The Georgia Ports Authority is also in the process of installing 20 additional refrigerated racks at the Garden City Terminal that will accommodate up to 2,600 cargo containers per week.

Gretchen Corbin, the Georgia Department of Economic Development’s deputy commissioner for global commerce, praised Nordic’s impact on the metro Savannah and Georgia economies.

“We talk about a Hartsfield-Jackson International that has the best cold-chained logistics airport, as well as the Savannah port that has the great logistics system here,” she said. “When you put that with our interstate system and also with our rail system, you just can’t beat us in Georgia.”

According to GPA Executive Director Curtis Foltz, refrigerated exports via the Port of Savannah have increased 130 percent over the last seven years and frozen poultry — the highest volume product moved through Nordic’s facility — is the fastest growing commodity moving through Georgia.

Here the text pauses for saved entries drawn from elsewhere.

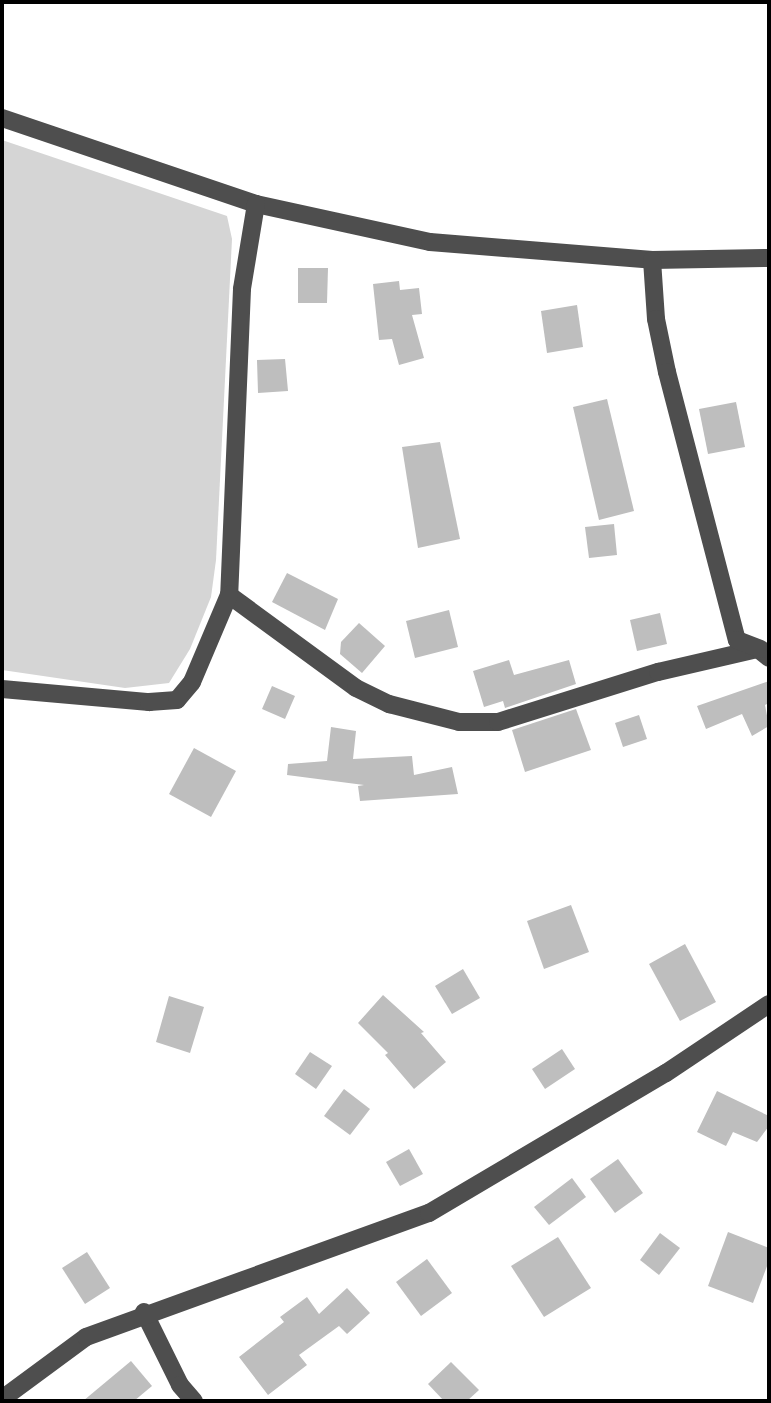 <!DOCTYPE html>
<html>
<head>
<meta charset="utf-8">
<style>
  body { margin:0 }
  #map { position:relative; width:771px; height:1403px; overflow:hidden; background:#fff; font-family:"PT Sans",sans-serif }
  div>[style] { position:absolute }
  .green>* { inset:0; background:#d5d5d5 }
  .building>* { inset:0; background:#bebebe }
  .minor>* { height:18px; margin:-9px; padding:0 9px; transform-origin:9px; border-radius:9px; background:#4e4e4e }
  span { translate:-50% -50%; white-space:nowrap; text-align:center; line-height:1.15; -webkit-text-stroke:6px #fff; paint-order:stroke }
  .frame { position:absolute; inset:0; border:4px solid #000; pointer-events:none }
</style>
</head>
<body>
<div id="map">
  <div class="green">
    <i style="clip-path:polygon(2px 140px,227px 216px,232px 239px,216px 560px,211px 597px,190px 649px,169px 683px,125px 688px,2px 670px)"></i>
  </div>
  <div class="building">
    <i style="clip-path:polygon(298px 268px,328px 268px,327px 303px,298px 303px)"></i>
    <i style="clip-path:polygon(399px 281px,400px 290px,419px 288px,422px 314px,412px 315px,424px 358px,399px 365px,392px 339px,379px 340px,373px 284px)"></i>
    <i style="clip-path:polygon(577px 305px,583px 347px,547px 353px,541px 311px)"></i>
    <i style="clip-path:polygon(285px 359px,288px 391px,258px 393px,257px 360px)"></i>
    <i style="clip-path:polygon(607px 399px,634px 511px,599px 520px,573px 407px)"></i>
    <i style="clip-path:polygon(736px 402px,745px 447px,708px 454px,699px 409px)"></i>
    <i style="clip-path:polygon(440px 442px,460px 539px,418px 548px,402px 447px)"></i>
    <i style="clip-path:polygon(614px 524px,617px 555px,589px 558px,585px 527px)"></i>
    <i style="clip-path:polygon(287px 573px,338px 599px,325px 630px,272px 602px)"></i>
    <i style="clip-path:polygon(449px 610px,458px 647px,415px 658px,406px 621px)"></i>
    <i style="clip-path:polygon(660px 613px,667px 644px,637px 651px,630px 620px)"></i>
    <i style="clip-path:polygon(359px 623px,385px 646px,362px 673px,340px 654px,341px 642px)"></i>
    <i style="clip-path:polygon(509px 660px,514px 675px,569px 660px,576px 684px,505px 708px,503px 701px,484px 707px,473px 671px)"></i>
    <i style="clip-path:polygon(769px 681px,769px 703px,765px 705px,769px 726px,752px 736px,742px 714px,706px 729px,697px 706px)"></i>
    <i style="clip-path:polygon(272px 686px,295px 696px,285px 719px,262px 709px)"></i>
    <i style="clip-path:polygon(576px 709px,591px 750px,525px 772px,512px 730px)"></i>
    <i style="clip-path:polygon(639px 715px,647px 739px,623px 747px,615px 723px)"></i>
    <i style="clip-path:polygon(331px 727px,356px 731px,353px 759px,412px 756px,414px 775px,452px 767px,458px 794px,360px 801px,358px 786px,364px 785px,287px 775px,288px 764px,327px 761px)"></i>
    <i style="clip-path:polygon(194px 748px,236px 771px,211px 817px,169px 794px)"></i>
    <i style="clip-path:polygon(571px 905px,589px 952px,544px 969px,527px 921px)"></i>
    <i style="clip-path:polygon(685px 944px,716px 1002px,680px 1021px,649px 964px)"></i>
    <i style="clip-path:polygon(463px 969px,480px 998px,452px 1014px,435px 986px)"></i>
    <i style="clip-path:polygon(383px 995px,424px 1032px,421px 1033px,446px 1062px,414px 1089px,385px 1055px,388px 1053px,358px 1023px)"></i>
    <i style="clip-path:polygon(169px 996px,204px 1007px,190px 1053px,156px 1042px)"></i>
    <i style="clip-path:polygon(562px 1049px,575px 1069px,545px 1089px,532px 1069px)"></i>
    <i style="clip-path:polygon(310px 1052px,332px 1066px,316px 1089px,295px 1074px)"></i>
    <i style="clip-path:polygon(344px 1089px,370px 1109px,350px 1135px,324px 1116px)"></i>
    <i style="clip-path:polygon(717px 1091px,769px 1116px,769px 1126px,757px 1142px,733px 1132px,726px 1146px,697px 1132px)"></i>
    <i style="clip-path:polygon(409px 1149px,423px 1174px,400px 1186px,386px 1162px)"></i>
    <i style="clip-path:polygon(618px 1159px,643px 1193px,615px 1213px,590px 1179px)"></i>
    <i style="clip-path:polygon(572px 1178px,586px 1197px,549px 1225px,534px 1207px)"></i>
    <i style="clip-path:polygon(728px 1232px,769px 1248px,769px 1261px,753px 1303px,708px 1286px)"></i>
    <i style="clip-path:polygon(660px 1233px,680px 1248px,659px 1275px,640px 1260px)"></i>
    <i style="clip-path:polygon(558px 1237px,591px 1288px,544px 1317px,511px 1266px)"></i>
    <i style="clip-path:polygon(87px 1252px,110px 1288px,85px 1304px,62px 1268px)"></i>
    <i style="clip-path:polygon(427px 1259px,452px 1293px,421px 1316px,396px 1282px)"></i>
    <i style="clip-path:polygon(347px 1288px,370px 1313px,347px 1334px,339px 1326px,299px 1355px,307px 1365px,268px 1395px,239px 1357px,284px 1322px,280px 1317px,307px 1297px,319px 1314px)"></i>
    <i style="clip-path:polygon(131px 1361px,152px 1386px,134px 1401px,83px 1401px)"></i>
    <i style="clip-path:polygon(451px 1362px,479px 1390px,467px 1401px,444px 1401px,428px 1384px)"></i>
  </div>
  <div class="minor">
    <i style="left:2px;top:118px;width:268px;rotate:18.7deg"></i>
    <i style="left:256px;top:204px;width:178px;rotate:12.3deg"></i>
    <i style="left:430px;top:242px;width:223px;rotate:4.6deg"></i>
    <i style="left:652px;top:260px;width:117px;rotate:-1deg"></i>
    <i style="left:256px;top:204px;width:86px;rotate:99.4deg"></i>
    <i style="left:242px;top:289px;width:306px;rotate:92.4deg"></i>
    <i style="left:229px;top:595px;width:157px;rotate:36.2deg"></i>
    <i style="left:356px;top:688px;width:37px;rotate:26deg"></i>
    <i style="left:389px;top:704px;width:72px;rotate:14.4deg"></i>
    <i style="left:459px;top:722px;width:39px"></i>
    <i style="left:498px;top:722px;width:168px;rotate:-17.4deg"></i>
    <i style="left:658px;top:672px;width:103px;rotate:-13deg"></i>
    <i style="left:758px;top:649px;width:14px;rotate:39deg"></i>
    <i style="left:652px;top:260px;width:59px;rotate:86.1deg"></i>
    <i style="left:656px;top:319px;width:54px;rotate:78.3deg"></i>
    <i style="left:667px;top:372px;width:277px;rotate:75.4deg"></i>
    <i style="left:737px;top:640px;width:25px;rotate:21deg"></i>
    <i style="left:2px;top:689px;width:148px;rotate:5.1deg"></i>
    <i style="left:149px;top:702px;width:28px;rotate:-4deg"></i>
    <i style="left:177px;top:700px;width:23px;rotate:-50deg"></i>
    <i style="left:192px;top:682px;width:95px;rotate:-67deg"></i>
    <i style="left:144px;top:1312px;width:81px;rotate:63.7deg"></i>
    <i style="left:180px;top:1385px;width:21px;rotate:49deg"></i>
    <i style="left:2px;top:1399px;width:104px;rotate:-36.4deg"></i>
    <i style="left:86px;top:1337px;width:365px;rotate:-19.9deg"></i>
    <i style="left:429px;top:1213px;width:275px;rotate:-30.6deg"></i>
    <i style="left:666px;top:1073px;width:124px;rotate:-33.8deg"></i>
  </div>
  <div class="frame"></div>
</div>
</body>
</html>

Foltz said he was extremely impressed with the speed and attention to detail of the Nordic team demonstrated when planning and executing development of the new facility.

“I got to tell you, this is an extremely exciting day for us in the port authority and for this community and for the entire state,” he said.

He said GPA plans to work with the company in future operations.

“We are going to work hard to make sure (Nordic’s) experience post-opening is exceeded and better than pre-opening.”

Nordic also stands to benefit from the planned deepening of the harbor from 42 to 47 feet.

“Obviously, our business is dependent on the economics of shipping to points throughout the world,” Schoenl said.

“The deepening of the harbor allows us to stay competitive … The harbor deepening allows for larger ships, which guarantees the economics of using Savannah over any other port in the Southeast. The harbor deepening allows Savannah to maintain its competitive edge.”

ABOUT NORDIC LOGISTICS AND WAREHOUSING LLC

Nordic is the second largest cold storage operator in the Southeast and the eighth largest in North America. Based in Atlanta, Nordic provides cold storage and distribution services to major food producers, distributors, retailers and other customers.

The company operates 13 facilities in Alabama, Georgia, Mississippi, North Carolina and South Carolina with more than 70 million cubic feet of temperature-controlled storage space.